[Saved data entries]

+++

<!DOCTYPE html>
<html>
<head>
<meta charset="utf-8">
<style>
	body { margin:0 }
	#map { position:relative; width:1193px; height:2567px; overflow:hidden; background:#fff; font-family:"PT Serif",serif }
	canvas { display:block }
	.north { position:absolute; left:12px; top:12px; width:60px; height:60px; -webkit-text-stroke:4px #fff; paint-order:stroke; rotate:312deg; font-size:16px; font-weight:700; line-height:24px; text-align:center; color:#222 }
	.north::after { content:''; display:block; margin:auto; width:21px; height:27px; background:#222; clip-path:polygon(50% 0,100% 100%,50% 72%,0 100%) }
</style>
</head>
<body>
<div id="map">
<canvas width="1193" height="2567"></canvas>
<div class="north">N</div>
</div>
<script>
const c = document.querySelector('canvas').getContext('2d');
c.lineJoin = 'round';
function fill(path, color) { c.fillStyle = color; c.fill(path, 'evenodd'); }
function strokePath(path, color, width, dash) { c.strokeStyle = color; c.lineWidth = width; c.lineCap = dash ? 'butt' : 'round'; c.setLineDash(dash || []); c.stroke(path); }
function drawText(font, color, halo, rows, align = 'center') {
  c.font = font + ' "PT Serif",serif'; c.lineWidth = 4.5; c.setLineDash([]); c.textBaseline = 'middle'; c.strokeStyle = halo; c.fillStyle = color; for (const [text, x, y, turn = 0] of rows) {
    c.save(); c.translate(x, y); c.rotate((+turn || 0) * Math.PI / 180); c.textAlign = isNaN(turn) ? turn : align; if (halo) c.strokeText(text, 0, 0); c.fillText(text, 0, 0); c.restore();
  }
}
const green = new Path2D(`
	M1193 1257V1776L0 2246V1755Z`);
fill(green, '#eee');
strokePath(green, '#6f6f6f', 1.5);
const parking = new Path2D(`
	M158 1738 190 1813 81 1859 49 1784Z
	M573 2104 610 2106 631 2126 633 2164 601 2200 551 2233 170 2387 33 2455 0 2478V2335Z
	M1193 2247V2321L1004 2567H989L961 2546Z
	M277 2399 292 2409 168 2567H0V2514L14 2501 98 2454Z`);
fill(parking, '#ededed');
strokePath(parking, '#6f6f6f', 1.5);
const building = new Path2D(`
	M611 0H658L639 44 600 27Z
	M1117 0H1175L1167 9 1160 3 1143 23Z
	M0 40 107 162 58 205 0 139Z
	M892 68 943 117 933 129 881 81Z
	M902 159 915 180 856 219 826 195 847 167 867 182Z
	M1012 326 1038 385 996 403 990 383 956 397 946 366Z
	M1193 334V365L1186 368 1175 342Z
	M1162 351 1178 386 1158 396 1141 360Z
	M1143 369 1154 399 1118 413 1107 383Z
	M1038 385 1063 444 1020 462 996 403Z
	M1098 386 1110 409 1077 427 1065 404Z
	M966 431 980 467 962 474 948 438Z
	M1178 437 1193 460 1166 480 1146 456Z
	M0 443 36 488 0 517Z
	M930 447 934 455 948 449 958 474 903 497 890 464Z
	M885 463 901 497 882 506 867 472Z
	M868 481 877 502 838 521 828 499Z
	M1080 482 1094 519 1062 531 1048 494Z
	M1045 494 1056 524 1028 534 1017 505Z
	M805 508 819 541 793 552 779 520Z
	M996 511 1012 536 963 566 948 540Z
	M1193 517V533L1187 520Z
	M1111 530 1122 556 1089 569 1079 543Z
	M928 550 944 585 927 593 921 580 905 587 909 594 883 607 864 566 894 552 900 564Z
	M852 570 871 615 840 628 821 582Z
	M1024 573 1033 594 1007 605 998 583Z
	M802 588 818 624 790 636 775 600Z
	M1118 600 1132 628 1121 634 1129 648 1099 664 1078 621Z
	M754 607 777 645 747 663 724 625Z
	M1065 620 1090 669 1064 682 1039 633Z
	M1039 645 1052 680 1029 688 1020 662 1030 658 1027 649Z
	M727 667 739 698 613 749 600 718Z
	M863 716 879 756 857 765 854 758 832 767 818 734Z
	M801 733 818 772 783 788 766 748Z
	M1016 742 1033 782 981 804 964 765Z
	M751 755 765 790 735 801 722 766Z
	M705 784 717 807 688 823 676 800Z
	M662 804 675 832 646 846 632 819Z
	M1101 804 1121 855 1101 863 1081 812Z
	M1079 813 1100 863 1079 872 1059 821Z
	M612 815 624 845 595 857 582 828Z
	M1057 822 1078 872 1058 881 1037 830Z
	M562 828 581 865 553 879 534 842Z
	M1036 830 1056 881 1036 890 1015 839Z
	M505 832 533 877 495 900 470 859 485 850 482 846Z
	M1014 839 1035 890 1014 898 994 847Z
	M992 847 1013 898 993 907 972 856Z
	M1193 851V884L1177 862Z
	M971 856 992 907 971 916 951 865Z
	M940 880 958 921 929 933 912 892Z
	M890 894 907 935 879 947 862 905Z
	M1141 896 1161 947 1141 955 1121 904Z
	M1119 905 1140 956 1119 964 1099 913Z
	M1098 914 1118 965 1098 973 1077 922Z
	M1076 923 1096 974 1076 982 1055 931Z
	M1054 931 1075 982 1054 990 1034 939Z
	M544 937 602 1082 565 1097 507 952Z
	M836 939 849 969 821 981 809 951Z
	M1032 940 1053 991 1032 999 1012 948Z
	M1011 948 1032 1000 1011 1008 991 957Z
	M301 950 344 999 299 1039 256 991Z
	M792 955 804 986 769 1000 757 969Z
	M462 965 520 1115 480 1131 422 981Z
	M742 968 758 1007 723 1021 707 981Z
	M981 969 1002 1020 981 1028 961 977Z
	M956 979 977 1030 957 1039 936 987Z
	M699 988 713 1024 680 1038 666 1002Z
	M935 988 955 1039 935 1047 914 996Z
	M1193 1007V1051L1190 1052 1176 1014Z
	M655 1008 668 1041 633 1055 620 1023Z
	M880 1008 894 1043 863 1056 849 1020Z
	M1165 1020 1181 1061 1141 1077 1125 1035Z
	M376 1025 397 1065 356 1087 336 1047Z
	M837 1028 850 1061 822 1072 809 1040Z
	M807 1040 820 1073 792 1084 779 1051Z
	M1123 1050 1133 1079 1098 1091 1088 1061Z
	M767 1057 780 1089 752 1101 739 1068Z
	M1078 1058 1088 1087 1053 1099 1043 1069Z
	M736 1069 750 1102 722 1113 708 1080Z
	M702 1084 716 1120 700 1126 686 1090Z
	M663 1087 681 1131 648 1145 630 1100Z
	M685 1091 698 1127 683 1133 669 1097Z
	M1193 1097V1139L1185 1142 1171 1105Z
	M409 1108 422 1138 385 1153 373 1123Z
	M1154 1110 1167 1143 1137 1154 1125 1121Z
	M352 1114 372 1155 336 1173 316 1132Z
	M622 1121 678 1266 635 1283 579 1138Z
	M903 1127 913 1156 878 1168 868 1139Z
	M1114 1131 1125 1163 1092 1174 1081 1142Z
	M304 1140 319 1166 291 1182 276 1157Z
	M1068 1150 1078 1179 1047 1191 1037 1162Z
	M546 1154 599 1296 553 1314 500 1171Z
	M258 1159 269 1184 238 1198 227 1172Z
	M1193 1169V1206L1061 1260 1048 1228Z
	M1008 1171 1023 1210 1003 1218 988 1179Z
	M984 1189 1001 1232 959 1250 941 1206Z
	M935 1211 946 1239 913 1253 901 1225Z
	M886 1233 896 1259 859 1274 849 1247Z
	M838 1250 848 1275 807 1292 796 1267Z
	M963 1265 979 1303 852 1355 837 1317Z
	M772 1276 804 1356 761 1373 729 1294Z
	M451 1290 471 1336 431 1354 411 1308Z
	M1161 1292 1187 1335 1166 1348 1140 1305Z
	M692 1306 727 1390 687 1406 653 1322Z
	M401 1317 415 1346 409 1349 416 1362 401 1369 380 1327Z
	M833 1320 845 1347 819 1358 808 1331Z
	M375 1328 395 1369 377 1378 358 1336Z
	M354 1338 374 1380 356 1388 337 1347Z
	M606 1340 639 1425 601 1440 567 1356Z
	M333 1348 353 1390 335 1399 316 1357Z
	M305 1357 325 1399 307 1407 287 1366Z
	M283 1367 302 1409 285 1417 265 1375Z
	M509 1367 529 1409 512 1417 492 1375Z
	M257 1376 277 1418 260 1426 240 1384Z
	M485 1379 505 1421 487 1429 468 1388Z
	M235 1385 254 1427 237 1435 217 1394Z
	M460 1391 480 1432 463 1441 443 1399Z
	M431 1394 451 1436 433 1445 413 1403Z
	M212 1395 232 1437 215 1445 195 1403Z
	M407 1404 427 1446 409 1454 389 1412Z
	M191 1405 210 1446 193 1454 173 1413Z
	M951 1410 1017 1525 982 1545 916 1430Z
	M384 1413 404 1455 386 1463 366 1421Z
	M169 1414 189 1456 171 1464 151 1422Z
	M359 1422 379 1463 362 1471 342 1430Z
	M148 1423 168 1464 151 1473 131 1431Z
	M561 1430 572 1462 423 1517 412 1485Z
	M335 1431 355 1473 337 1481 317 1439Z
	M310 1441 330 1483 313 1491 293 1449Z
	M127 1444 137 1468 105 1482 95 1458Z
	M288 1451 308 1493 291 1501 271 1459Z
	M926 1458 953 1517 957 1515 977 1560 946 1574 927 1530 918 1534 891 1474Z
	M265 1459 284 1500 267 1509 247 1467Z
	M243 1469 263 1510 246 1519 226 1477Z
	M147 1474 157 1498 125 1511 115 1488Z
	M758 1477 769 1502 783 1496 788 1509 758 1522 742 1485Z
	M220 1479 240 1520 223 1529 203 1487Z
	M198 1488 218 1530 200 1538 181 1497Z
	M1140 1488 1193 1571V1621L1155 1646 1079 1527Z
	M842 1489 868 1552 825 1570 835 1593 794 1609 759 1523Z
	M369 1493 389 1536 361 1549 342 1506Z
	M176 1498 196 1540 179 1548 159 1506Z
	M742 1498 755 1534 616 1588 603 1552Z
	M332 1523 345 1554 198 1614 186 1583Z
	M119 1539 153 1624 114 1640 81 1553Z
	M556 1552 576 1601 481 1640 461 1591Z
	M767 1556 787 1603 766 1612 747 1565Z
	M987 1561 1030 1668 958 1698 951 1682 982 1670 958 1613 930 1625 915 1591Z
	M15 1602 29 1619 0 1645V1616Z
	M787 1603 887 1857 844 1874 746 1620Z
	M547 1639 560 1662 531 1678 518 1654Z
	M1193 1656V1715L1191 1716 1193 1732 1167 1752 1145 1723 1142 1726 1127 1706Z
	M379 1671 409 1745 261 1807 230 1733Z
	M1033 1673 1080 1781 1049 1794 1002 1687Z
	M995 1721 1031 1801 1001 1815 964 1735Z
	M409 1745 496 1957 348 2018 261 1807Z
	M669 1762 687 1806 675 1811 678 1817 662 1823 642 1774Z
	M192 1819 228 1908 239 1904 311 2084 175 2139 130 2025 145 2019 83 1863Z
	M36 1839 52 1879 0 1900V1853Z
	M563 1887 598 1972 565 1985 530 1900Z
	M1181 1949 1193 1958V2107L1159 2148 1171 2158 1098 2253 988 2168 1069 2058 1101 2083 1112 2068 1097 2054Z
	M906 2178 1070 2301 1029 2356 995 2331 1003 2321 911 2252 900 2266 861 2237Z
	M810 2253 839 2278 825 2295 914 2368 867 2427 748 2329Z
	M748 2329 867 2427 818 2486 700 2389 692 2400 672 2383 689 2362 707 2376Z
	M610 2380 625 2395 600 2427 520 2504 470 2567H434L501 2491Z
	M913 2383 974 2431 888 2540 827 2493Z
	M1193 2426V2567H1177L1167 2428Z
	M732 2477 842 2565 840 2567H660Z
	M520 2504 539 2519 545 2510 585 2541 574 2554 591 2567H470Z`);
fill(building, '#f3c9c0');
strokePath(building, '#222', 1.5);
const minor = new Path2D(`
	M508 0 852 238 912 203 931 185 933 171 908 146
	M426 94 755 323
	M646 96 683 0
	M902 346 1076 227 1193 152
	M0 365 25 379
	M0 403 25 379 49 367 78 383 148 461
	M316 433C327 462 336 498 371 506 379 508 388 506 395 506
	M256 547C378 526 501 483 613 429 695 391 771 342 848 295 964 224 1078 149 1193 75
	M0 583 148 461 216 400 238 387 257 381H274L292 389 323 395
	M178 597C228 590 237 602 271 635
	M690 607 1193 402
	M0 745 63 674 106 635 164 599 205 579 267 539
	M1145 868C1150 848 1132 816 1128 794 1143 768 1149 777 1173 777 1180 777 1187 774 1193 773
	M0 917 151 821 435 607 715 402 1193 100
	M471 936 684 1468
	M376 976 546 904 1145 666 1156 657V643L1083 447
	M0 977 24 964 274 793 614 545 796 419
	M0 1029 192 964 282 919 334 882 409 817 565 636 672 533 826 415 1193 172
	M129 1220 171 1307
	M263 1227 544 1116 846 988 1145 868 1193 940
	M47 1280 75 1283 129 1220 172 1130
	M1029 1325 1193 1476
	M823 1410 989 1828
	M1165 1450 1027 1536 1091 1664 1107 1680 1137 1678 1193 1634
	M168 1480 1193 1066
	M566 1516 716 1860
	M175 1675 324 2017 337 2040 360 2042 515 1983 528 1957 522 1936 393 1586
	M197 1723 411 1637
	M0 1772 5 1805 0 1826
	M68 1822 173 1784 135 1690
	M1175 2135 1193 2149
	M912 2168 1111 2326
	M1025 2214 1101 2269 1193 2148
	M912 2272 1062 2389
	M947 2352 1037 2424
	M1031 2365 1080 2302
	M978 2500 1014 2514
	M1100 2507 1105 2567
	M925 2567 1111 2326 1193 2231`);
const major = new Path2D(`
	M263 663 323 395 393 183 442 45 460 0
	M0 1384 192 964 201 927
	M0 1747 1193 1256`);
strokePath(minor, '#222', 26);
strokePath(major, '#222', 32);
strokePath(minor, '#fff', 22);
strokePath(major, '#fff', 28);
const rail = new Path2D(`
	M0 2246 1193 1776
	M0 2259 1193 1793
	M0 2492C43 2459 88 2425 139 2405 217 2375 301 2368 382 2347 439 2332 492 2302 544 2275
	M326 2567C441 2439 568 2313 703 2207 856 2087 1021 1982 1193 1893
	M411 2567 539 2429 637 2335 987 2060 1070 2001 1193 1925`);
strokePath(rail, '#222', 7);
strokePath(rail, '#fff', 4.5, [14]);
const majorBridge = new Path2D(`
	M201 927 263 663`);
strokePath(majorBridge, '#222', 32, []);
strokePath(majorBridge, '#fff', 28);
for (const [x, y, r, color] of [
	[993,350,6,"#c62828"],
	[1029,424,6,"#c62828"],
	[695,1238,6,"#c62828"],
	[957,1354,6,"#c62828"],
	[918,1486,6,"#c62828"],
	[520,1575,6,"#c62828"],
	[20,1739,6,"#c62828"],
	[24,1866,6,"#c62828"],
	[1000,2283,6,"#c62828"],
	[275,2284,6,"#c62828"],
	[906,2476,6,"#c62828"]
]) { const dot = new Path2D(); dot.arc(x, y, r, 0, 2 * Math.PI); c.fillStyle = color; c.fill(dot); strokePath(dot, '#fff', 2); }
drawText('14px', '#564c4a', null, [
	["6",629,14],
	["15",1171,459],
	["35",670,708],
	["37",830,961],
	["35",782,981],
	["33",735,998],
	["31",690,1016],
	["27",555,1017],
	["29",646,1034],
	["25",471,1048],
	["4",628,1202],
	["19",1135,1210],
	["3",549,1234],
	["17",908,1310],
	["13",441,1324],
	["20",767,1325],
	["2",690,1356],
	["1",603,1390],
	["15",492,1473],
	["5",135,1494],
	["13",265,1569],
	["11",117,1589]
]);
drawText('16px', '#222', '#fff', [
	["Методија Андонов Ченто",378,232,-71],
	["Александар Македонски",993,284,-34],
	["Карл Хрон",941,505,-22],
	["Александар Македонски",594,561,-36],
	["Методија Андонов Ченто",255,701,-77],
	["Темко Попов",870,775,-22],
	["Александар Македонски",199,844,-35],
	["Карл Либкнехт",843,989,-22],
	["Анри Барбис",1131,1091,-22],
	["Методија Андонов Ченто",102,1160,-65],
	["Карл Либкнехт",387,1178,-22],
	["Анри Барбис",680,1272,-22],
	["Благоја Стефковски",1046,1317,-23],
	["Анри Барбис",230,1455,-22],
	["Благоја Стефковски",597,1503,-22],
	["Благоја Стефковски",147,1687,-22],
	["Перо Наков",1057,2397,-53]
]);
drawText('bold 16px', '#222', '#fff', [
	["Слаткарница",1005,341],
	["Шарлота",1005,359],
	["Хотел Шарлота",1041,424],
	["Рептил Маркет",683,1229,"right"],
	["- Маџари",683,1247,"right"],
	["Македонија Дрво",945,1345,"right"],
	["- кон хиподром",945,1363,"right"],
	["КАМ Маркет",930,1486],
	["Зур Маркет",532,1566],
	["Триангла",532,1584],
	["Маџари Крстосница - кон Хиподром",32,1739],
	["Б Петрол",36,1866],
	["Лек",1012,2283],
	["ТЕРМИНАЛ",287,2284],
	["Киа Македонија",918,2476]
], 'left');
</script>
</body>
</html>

+++

• **Your task**
Within the data above, the lines from the one with "M316 433C327 462" to the one with "M0 2492C43 2459" must be repeated exactly; no other line belongs in the answer.

• **Your response**
	M316 433C327 462 336 498 371 506 379 508 388 506 395 506
	M256 547C378 526 501 483 613 429 695 391 771 342 848 295 964 224 1078 149 1193 75
	M0 583 148 461 216 400 238 387 257 381H274L292 389 323 395
	M178 597C228 590 237 602 271 635
	M690 607 1193 402
	M0 745 63 674 106 635 164 599 205 579 267 539
	M1145 868C1150 848 1132 816 1128 794 1143 768 1149 777 1173 777 1180 777 1187 774 1193 773
	M0 917 151 821 435 607 715 402 1193 100
	M471 936 684 1468
	M376 976 546 904 1145 666 1156 657V643L1083 447
	M0 977 24 964 274 793 614 545 796 419
	M0 1029 192 964 282 919 334 882 409 817 565 636 672 533 826 415 1193 172
	M129 1220 171 1307
	M263 1227 544 1116 846 988 1145 868 1193 940
	M47 1280 75 1283 129 1220 172 1130
	M1029 1325 1193 1476
	M823 1410 989 1828
	M1165 1450 1027 1536 1091 1664 1107 1680 1137 1678 1193 1634
	M168 1480 1193 1066
	M566 1516 716 1860
	M175 1675 324 2017 337 2040 360 2042 515 1983 528 1957 522 1936 393 1586
	M197 1723 411 1637
	M0 1772 5 1805 0 1826
	M68 1822 173 1784 135 1690
	M1175 2135 1193 2149
	M912 2168 1111 2326
	M1025 2214 1101 2269 1193 2148
	M912 2272 1062 2389
	M947 2352 1037 2424
	M1031 2365 1080 2302
	M978 2500 1014 2514
	M1100 2507 1105 2567
	M925 2567 1111 2326 1193 2231`);
const major = new Path2D(`
	M263 663 323 395 393 183 442 45 460 0
	M0 1384 192 964 201 927
	M0 1747 1193 1256`);
strokePath(minor, '#222', 26);
strokePath(major, '#222', 32);
strokePath(minor, '#fff', 22);
strokePath(major, '#fff', 28);
const rail = new Path2D(`
	M0 2246 1193 1776
	M0 2259 1193 1793
	M0 2492C43 2459 88 2425 139 2405 217 2375 301 2368 382 2347 439 2332 492 2302 544 2275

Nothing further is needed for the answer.